USD 3.1 million six-month net funding requirements
220,151 people assisted June 2021
In June, WFP continued supporting Nicaragua's emergency response postHurricanes Eta and Iota with the scale-up of the school feeding programme and the delivery of take-home rations. This month, 202,800 children (48 percent girls) from 2,400 schools located in communities impacted by Eta and Iota were assisted with two nutritious hot meals. The close and ongoing communication and coordination with the Ministry of Education (MINED) continues to be key to the distribution of food and materials.
In June, WFP and the Nicaraguan Institute of Agricultural Technology (INTA) continued delivering seeds, bio-inputs, small livestock and tools to over 4,500 families (over 23,100 people). WFP also provided informative material about the programme in Spanish and Miskito and technical guidance to improve their productive capacities, income and knowledge on food security, gender and resilience.
WFP carried out structural repairs in 11 school kitchens affected by Eta and Iota.

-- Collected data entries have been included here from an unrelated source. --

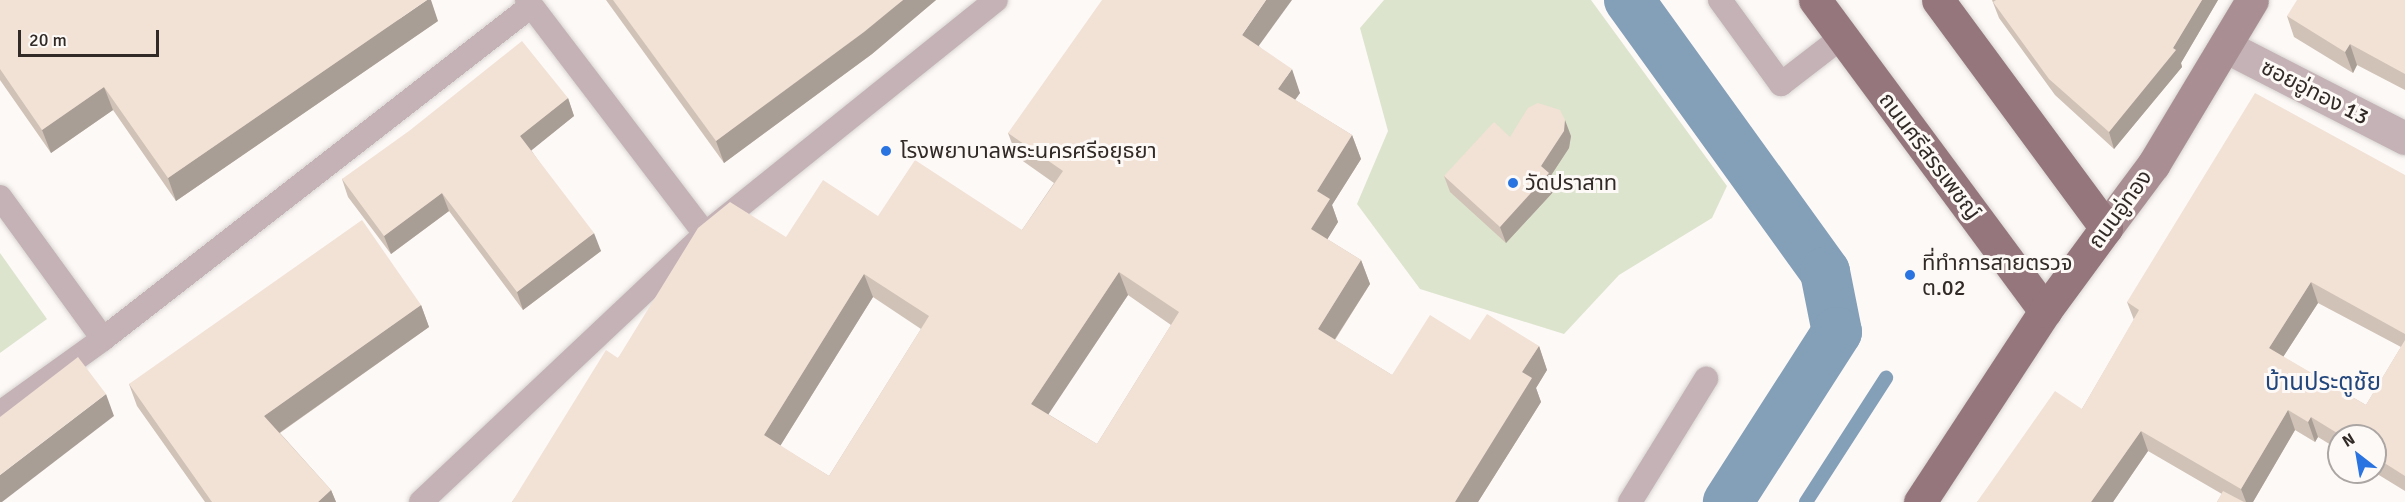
<!DOCTYPE html>
<html>
<head>
<meta charset="utf-8">
<style>
  body { margin:0 }
  #map { position:relative; width:2405px; height:502px; overflow:hidden; background:#fdf9f7; font-family:Signika,"Noto Sans Thai",sans-serif }
  div>[style] { position:absolute }
  [style*='--x'] { left:calc(var(--x)*1px); top:calc(var(--y)*1px); width:calc(var(--w)*1px); rotate:calc(var(--a)*1deg) }
  .green>* { inset:0; background:#dde4cd }
  .stream>* { height:14px; margin:-7px; padding:0 7px; transform-origin:7px; border-radius:7px; background:#849fb8 }
  .canal>* { height:50px; margin:-25px; padding:0 25px; transform-origin:25px; border-radius:25px; background:#849fb8 }
  .roads { filter:drop-shadow(0 0 2px #d8d4d1) drop-shadow(0 0 2px #d8d4d1) }
  .service>* { height:24px; margin:-12px; padding:0 12px; transform-origin:12px; border-radius:12px; background:#c4b2b6 }
  .minor>* { height:33px; margin:-16.5px; padding:0 16.5px; transform-origin:16.5px; border-radius:16.5px; background:#c4b2b6 }
  .secondary>* { height:33px; margin:-16.5px; padding:0 16.5px; transform-origin:16.5px; border-radius:16.5px; background:#a98f94 }
  .primary>* { height:33px; margin:-16.5px; padding:0 16.5px; transform-origin:16.5px; border-radius:16.5px; background:#95767d }
  .wall>* { inset:0; background:#d0c2b7 }
  .shaded-wall>* { inset:0; background:#a99e95 }
  .building>* { inset:0; background:#f2e1d5 }
  .dots>* { width:16px; height:16px; translate:-50% -50%; box-sizing:border-box; border:3px solid #fdf9f7; border-radius:50% }
  span { translate:-50% -50%; white-space:nowrap; text-align:center; line-height:1.15; -webkit-text-stroke:6px #fdf9f7; paint-order:stroke }
  .street-label { font-size:22px; color:#312a26 }
  .poi-label { font-size:22px; color:#312a26 }
  .left { translate:0 -50%; text-align:left }
  .neighbourhood-label { font-size:24px; color:#22467c }
  .north { position:absolute; left:2327px; top:424px; width:60px; height:60px; box-sizing:border-box; background:#fdf9f7; border:2px solid #aba6a3; border-radius:50%; rotate:329deg; font-size:16px; font-weight:700; line-height:24px; text-align:center; color:#312a26 }
  .north::after { content:''; display:block; margin:auto; width:21px; height:27px; background:#2974e0; clip-path:polygon(50% 0,100% 100%,50% 72%,0 100%) }
  .scale { position:absolute; left:18px; top:30px; width:141px; height:27px; box-sizing:border-box; border:3px solid #312a26; border-top:0; padding-left:8px; font-size:18px; line-height:21px; white-space:nowrap; color:#312a26; -webkit-text-stroke:4px #fdf9f7; paint-order:stroke }
</style>
</head>
<body>
<div id="map">
  <div class="green">
    <i style="clip-path:polygon(1384px 0,1591px 0,1727px 186px,1712px 218px,1619px 275px,1564px 334px,1420px 289px,1357px 204px,1388px 131px,1360px 28px)"></i>
    <i style="clip-path:polygon(0 253px,47px 319px,0 353px)"></i>
  </div>
  <div class="stream">
    <i style="--x:1806;--y:502;--w:148;--a:-57.2"></i>
  </div>
  <div class="canal">
    <i style="--x:1629;--y:0;--w:335;--a:54.2"></i>
    <i style="--x:1825;--y:272;--w:61;--a:78.7"></i>
    <i style="--x:1837;--y:332;--w:202;--a:122.7"></i>
  </div>
  <div class="roads">
    <div class="service">
      <i style="--x:527;--y:0;--w:294;--a:52.7"></i>
      <i style="--x:1720;--y:0;--w:104;--a:54"></i>
      <i style="--x:1781;--y:84;--w:77;--a:-37.6"></i>
      <i style="--x:0;--y:197;--w:175;--a:54"></i>
      <i style="--x:0;--y:413;--w:127;--a:-35.7"></i>
      <i style="--x:103;--y:339;--w:542;--a:-37.88"></i>
      <i style="--x:421;--y:502;--w:390;--a:-43.3"></i>
      <i style="--x:705;--y:234;--w:373;--a:-38.8"></i>
      <i style="--x:1630;--y:502;--w:145;--a:-58.3"></i>
    </div>
    <div class="minor">
      <i style="--x:2225;--y:46;--w:202;--a:27.1"></i>
    </div>
    <div class="secondary">
      <i style="--x:2106;--y:228;--w:79;--a:-53.3"></i>
      <i style="--x:2153;--y:165;--w:192;--a:-59"></i>
    </div>
    <div class="primary">
      <i style="--x:1815;--y:0;--w:387;--a:53.5"></i>
      <i style="--x:1920;--y:502;--w:228;--a:-56.8"></i>
      <i style="--x:2045;--y:311;--w:103;--a:-53.7"></i>
      <i style="--x:2106;--y:228;--w:283;--a:-126.4"></i>
    </div>
  </div>
  <div class="wall">
    <i style="clip-path:polygon(0 0,438px 21px,176px 201px,113px 110px,51px 153px,0 80px)"></i>
    <i style="clip-path:polygon(606px 0,936px 0,872px 54px,724px 163px)"></i>
    <i style="clip-path:polygon(1992px 0,2218px 0,2181px 63px,2182px 67px,2114px 149px,2055px 95px,1999px 18px)"></i>
    <i style="clip-path:polygon(2405px 0,2405px 90px,2357px 65px,2353px 73px,2294px 37px,2287px 16px)"></i>
    <i style="clip-path:polygon(evenodd,1259px 46px,1300px 93px,1295px 100px,1352px 135px,1361px 159px,1332px 205px,1338px 222px,1327px 239px,1361px 260px,1370px 284px,1335px 340px,1392px 375px,1470px 340px,1539px 346px,1547px 370px,1536px 388px,1541px 402px,1478px 502px,512px 502px,618px 358px,786px 237px,878px 216px,1022px 230px,1054px 183px,1017px 157px,1008px 133px,1259px 46px,1128px 295px,1171px 325px,1097px 444px,1048px 414px,1128px 295px,1259px 46px,873px 297px,921px 329px,829px 476px,780px 446px,873px 297px)"></i>
    <i style="clip-path:polygon(568px 98px,574px 116px,531px 150px,601px 251px,523px 310px,449px 211px,391px 254px,348px 197px,342px 179px)"></i>
    <i style="clip-path:polygon(1571px 136px,1569px 148px,1550px 177px,1555px 190px,1506px 243px,1450px 192px,1444px 176px)"></i>
    <i style="clip-path:polygon(evenodd,2405px 175px,2405px 491px,2374px 472px,2375px 472px,2375px 436px,2339px 436px,2339px 450px,2318px 437px,2315px 442px,2295px 430px,2253px 502px,2217px 502px,2222px 494px,2148px 451px,2113px 502px,1977px 502px,2082px 409px,2134px 320px,2127px 302px,2405px 175px,2318px 303px,2401px 347px,2366px 405px,2283px 357px,2318px 303px)"></i>
    <i style="clip-path:polygon(421px 305px,429px 327px,280px 433px,331px 490px,336px 502px,205px 502px,137px 406px,129px 384px)"></i>
  </div>
  <div class="shaded-wall">
    <i style="clip-path:polygon(427px 0,431px 0,438px 21px,176px 201px,168px 178px)"></i>
    <i style="clip-path:polygon(903px 0,936px 0,872px 54px,724px 163px,716px 141px)"></i>
    <i style="clip-path:polygon(1266px 0,1292px 0,1250px 58px,1242px 35px)"></i>
    <i style="clip-path:polygon(2202px 0,2218px 0,2181px 63px,2182px 67px,2114px 149px,2109px 132px,2173px 48px)"></i>
    <i style="clip-path:polygon(2350px 44px,2357px 65px,2353px 73px,2345px 52px)"></i>
    <i style="clip-path:polygon(1292px 69px,1300px 93px,1286px 112px,1278px 89px)"></i>
    <i style="clip-path:polygon(104px 87px,113px 110px,51px 153px,42px 130px)"></i>
    <i style="clip-path:polygon(568px 98px,574px 116px,527px 154px,520px 136px)"></i>
    <i style="clip-path:polygon(1565px 120px,1571px 136px,1569px 148px,1550px 177px,1555px 190px,1506px 243px,1500px 227px,1541px 166px)"></i>
    <i style="clip-path:polygon(1352px 135px,1361px 159px,1332px 205px,1338px 222px,1319px 253px,1311px 229px,1317px 191px)"></i>
    <i style="clip-path:polygon(442px 193px,449px 211px,391px 254px,384px 236px)"></i>
    <i style="clip-path:polygon(594px 233px,601px 251px,523px 310px,517px 292px)"></i>
    <i style="clip-path:polygon(1361px 260px,1370px 284px,1326px 353px,1318px 329px)"></i>
    <i style="clip-path:polygon(1119px 272px,1128px 295px,1040px 427px,1031px 404px)"></i>
    <i style="clip-path:polygon(864px 274px,873px 297px,772px 459px,764px 435px)"></i>
    <i style="clip-path:polygon(2311px 282px,2318px 303px,2276px 368px,2269px 348px)"></i>
    <i style="clip-path:polygon(421px 305px,429px 327px,272px 438px,264px 416px)"></i>
    <i style="clip-path:polygon(1539px 346px,1547px 370px,1536px 388px,1541px 402px,1478px 502px,1455px 502px,1522px 372px)"></i>
    <i style="clip-path:polygon(106px 394px,114px 416px,2px 502px,0 502px,0 475px)"></i>
    <i style="clip-path:polygon(2288px 410px,2295px 430px,2253px 502px,2246px 502px,2241px 489px)"></i>
    <i style="clip-path:polygon(2311px 417px,2318px 437px,2315px 442px,2308px 422px)"></i>
    <i style="clip-path:polygon(2141px 431px,2148px 451px,2113px 502px,2091px 502px)"></i>
    <i style="clip-path:polygon(331px 490px,336px 502px,318px 502px)"></i>
  </div>
  <div class="building">
    <i style="clip-path:polygon(0 0,427px 0,168px 178px,104px 87px,42px 130px,0 69px)"></i>
    <i style="clip-path:polygon(613px 0,903px 0,864px 32px,716px 141px)"></i>
    <i style="clip-path:polygon(evenodd,1102px 0,1266px 0,1242px 35px,1292px 69px,1278px 89px,1352px 135px,1317px 191px,1330px 199px,1311px 229px,1361px 260px,1318px 329px,1392px 375px,1430px 315px,1470px 340px,1487px 314px,1539px 346px,1522px 372px,1532px 378px,1455px 502px,512px 502px,606px 350px,618px 358px,698px 228px,730px 202px,786px 237px,823px 180px,878px 216px,915px 160px,1022px 230px,1063px 171px,1008px 133px,1102px 0,1119px 272px,1179px 312px,1097px 444px,1031px 404px,1119px 272px,1102px 0,864px 274px,929px 316px,829px 476px,764px 435px,864px 274px)"></i>
    <i style="clip-path:polygon(1996px 0,2202px 0,2173px 48px,2176px 50px,2109px 132px,2049px 79px,1993px 2px)"></i>
    <i style="clip-path:polygon(2297px 0,2405px 0,2405px 74px,2350px 44px,2345px 52px,2287px 16px)"></i>
    <i style="clip-path:polygon(522px 41px,568px 98px,520px 136px,594px 233px,517px 292px,442px 193px,384px 236px,342px 179px,409px 131px)"></i>
    <i style="clip-path:polygon(2255px 93px,2405px 175px,2405px 334px,2311px 282px,2269px 348px,2366px 405px,2405px 340px,2405px 476px,2375px 457px,2375px 436px,2342px 436px,2311px 417px,2308px 422px,2288px 410px,2241px 489px,2141px 431px,2091px 502px,1977px 502px,2055px 391px,2082px 409px,2139px 310px,2127px 302px)"></i>
    <i style="clip-path:polygon(1538px 103px,1560px 110px,1565px 120px,1564px 131px,1541px 166px,1549px 173px,1500px 227px,1444px 176px,1494px 122px,1510px 137px,1528px 108px)"></i>
    <i style="clip-path:polygon(362px 220px,421px 305px,264px 416px,331px 490px,318px 502px,212px 502px,129px 384px)"></i>
    <i style="clip-path:polygon(78px 357px,106px 394px,0 475px,0 417px)"></i>
    <i style="clip-path:polygon(2223px 491px,2244px 502px,2217px 502px)"></i>
  </div>
  <div class="dots">
    <i style="left:886px;top:151px;background:#2974e0"></i>
    <i style="left:1513px;top:183px;background:#2974e0"></i>
    <i style="left:1910px;top:275px;background:#2974e0"></i>
  </div>
  <div class="street-label">
    <span style="left:2315px;top:92px;rotate:27deg">ซอยอู่ทอง 13</span>
    <span style="left:1930px;top:156px;rotate:53deg">ถนนศรีสรรเพชญ์</span>
    <span style="left:2120px;top:209px;rotate:-54deg">ถนนอู่ทอง</span>
  </div>
  <div class="poi-label">
    <span class="left" style="left:900px;top:151px">โรงพยาบาลพระนครศรีอยุธยา</span>
    <span class="left" style="left:1525px;top:183px">วัดปราสาท</span>
    <span class="left" style="left:1922px;top:275px">ที่ทำการสายตรวจ<br>ต.02</span>
  </div>
  <div class="neighbourhood-label">
    <span style="left:2323px;top:383px">บ้านประตูชัย</span>
  </div>
  <div class="north">N</div>
  <div class="scale">20 m</div>
</div>
</body>
</html>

Significant damage to the kitchen infrastructure in these schools posed food safety risks as well as risks for the mothers who volunteer to cook school meals. By carrying out these repairs, WFP ensures the safe and ongoing implementation of the school meal programme.
As part of its school feeding activity, WFP is also building water-harvesting systems, kitchens storage areas and handwashing stations in schools in the North Caribbean region. Improvements in infrastructure provide schools with increased resilience to climate change and extreme weather conditions, while also enabling COVID-19 prevention through WASH facilities.
In June, WFP continued working with SINAPRED to enhance their emergency response capacity by facilitating IT equipment including laptops, tablets and high-frequency radios. Additionally, WFP has put together a list of proposed actions to enhance emergency preparedness in the case of an atypically strong hurricane season.
A gender specialist provided training to staff of local institutions and indigenous leaders of the Waspan municipality (61 percent female) on the integration of gender perspective and food safety risk management. WFP also continued working with the Ministry of Women (MINIM) to draft the WFP-MINIM 2021-2023 Strategic Plan.
As a part of WFP’s actions to generate evidence that can inform decision-making and inform future food security initiatives, WFP is launching several studies. These include studies on the linkages between women empowerment and food security as well as the supply chain and social participation of the school feeding programme.
Drought and below-average rainfall annually threaten smallholder farmers' crops and food security in the Dry Corridor. To increase their resilience and reduce risks posed by the late start of the winter season, 12 large water harvesting systems were built to aid farmers in the collection of rainwater to be used for farming purposes.